Artificial intelligent assistant

How to define a smooth subvariety as the vanishing of local coordinates I keep stumbling upon this fact, and would like to see or get an idea for the proof: _An ideal of a smooth subvariety at a point of a smooth variety can be generated by a subset of a suitably chosen system of local coordinates._ This is similar to the definition of a submanifold, but how do we show this in the algebraic geometry case? I believe the Cohen Structure Theorem comes into play, but I want to understand this connection better. An explicit example of how this choice of local coordinates can be made would also be helpful.

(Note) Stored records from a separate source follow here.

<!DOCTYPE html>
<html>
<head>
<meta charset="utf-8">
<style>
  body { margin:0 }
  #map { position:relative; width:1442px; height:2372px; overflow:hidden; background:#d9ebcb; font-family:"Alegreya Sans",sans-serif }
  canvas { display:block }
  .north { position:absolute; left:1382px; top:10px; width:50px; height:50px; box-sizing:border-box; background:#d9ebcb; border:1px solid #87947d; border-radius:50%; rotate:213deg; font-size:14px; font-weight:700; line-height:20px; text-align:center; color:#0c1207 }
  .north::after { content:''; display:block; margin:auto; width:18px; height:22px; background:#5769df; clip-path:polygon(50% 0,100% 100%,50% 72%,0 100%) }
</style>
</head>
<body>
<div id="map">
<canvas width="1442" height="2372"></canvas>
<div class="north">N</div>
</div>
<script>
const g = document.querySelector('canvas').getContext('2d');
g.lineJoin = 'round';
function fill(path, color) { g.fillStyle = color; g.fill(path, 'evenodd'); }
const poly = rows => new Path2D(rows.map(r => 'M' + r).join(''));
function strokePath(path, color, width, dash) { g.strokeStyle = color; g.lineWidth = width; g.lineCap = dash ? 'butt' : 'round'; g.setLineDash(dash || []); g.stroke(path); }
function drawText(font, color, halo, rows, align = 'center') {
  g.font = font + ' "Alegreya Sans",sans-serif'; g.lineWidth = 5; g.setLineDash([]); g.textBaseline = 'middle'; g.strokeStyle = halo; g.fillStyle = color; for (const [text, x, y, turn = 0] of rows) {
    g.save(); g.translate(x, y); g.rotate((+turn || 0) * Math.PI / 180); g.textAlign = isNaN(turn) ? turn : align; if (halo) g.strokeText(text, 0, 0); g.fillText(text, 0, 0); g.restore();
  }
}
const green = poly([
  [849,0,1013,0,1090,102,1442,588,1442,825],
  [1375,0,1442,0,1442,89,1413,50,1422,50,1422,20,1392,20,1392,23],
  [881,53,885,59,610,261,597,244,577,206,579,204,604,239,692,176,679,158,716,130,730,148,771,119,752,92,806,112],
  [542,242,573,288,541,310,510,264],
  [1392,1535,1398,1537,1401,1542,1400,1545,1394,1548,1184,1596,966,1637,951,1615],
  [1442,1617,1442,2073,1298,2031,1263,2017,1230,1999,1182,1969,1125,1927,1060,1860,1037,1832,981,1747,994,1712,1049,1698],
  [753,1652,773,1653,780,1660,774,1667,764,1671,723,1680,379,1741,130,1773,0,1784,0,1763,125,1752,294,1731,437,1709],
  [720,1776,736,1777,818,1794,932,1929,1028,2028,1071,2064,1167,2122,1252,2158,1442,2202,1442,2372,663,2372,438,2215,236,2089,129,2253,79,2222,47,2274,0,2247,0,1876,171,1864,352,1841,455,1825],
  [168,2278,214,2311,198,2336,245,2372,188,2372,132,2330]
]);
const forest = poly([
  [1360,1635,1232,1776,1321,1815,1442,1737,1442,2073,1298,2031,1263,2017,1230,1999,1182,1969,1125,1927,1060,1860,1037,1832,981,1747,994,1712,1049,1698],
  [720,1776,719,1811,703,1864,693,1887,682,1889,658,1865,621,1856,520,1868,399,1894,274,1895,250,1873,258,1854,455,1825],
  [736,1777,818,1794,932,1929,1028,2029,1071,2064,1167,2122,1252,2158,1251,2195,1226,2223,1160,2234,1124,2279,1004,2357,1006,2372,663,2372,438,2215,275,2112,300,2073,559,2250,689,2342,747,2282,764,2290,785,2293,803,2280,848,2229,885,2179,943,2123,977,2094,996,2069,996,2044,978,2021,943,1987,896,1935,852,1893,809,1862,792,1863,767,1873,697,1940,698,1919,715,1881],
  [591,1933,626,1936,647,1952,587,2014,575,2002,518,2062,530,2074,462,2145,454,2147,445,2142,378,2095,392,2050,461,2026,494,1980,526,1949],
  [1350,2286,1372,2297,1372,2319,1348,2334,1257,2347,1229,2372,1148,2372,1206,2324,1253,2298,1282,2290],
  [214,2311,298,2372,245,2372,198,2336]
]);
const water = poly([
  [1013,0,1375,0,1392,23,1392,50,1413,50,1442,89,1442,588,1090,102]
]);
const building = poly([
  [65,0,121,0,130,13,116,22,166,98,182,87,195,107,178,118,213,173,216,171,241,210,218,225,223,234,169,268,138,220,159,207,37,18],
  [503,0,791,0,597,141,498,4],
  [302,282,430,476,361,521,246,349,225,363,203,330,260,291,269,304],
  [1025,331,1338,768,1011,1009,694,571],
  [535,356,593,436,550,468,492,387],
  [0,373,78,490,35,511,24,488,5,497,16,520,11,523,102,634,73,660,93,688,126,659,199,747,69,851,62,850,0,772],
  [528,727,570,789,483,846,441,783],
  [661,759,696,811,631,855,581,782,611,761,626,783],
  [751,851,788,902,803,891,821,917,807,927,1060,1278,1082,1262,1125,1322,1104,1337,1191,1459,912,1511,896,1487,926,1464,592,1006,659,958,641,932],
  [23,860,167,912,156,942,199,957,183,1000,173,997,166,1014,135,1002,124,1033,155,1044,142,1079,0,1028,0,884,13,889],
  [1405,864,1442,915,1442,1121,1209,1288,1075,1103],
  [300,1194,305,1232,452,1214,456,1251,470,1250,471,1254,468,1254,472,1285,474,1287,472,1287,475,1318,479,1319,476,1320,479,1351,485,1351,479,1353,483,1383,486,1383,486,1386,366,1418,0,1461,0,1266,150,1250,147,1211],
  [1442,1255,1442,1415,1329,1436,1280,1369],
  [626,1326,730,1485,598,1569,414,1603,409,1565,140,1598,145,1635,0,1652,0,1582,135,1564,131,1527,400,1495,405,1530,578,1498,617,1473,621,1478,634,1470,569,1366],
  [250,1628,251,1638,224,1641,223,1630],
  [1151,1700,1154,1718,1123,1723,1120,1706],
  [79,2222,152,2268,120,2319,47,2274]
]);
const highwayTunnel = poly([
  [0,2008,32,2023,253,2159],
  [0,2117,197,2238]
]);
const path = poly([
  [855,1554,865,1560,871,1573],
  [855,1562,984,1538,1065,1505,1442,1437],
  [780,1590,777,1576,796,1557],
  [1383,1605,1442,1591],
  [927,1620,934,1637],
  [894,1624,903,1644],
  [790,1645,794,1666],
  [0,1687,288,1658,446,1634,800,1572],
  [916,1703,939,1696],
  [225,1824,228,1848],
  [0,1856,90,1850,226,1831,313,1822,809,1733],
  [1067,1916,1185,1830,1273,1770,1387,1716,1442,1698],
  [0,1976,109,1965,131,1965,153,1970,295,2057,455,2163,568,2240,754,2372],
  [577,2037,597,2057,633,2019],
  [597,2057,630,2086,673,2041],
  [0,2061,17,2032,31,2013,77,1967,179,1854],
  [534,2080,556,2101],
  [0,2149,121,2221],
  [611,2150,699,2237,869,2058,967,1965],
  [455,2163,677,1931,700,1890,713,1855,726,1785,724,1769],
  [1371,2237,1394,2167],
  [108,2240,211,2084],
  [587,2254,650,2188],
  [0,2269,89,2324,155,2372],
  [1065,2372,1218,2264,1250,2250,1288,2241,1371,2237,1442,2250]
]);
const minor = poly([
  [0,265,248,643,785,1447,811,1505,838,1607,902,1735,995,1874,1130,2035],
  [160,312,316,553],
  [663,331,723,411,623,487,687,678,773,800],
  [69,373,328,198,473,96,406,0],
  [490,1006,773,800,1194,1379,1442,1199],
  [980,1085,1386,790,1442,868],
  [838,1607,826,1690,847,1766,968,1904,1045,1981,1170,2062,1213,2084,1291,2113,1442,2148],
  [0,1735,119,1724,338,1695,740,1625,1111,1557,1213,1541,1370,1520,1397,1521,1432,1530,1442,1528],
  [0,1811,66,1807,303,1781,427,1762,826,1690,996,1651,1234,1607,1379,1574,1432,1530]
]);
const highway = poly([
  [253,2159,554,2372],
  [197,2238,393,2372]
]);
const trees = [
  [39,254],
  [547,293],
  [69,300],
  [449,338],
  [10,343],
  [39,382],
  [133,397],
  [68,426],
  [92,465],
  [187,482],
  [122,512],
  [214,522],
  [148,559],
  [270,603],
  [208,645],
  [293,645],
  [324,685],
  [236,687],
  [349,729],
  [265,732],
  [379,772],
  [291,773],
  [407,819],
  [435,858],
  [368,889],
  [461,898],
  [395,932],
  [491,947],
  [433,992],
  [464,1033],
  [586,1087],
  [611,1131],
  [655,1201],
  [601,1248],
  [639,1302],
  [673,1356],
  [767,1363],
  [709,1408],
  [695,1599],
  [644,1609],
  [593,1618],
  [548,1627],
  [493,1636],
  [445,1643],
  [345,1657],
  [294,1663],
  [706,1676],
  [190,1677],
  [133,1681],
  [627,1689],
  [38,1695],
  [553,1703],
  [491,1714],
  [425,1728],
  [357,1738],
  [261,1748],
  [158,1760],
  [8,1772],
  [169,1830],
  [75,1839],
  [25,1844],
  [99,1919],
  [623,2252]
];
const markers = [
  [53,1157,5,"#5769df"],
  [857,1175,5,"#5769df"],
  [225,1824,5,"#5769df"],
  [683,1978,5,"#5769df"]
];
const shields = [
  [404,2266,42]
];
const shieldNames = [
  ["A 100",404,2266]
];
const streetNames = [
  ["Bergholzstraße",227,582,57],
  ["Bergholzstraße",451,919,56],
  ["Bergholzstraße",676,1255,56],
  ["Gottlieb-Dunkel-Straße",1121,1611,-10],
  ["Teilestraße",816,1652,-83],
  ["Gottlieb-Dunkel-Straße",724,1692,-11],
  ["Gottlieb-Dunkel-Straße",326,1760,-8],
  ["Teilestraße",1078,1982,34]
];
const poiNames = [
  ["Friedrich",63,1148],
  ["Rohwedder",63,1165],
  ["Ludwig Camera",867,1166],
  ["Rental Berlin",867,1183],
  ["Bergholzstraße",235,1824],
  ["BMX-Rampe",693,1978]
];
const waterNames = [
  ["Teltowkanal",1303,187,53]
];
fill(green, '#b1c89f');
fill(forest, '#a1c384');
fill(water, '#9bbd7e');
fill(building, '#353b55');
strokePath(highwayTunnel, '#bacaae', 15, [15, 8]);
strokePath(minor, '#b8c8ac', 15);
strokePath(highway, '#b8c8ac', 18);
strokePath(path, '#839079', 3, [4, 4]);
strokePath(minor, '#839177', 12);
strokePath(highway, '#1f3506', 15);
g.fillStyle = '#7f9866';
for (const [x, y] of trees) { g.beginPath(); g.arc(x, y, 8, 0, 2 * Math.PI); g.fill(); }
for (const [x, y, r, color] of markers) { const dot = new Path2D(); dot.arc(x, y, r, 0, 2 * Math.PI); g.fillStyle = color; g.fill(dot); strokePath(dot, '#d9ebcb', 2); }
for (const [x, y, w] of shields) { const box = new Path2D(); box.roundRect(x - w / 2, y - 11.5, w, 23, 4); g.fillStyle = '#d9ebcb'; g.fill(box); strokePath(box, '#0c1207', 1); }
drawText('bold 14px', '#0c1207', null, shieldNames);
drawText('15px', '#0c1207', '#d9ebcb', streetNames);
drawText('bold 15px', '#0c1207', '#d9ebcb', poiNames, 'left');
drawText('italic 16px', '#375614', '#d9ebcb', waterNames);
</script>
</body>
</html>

A variety $X$ is nonsingular at a point $p$ iff the local ring $\mathcal{O}_{X,p}$ is a regular local ring, i.e. there exists a regular system of parameters ($=$ a sequence of elements $x_1, \ldots, x_n \in \mathcal{O}_{X,p}$ such that $(x_1, \ldots, x_n) = \mathfrak{m}_p$ (the maximal ideal) and $n = \dim \mathcal{O}_{X,p}$), which are precisely the local coordinates at $p$. The corresponding commutative algebra fact (much easier than Cohen Structure Theorem) is:

**Proposition:** Let $R$ be a regular local ring, and $I$ an $R$-ideal. Then $R/I$ is regular local iff $I$ is generated by part of a regular system of parameters.

The proof uses only Nakayama's lemma, and the fact that a regular local ring is a domain. For full details see e.g. Bruns-Herzog, Proposition 2.2.4.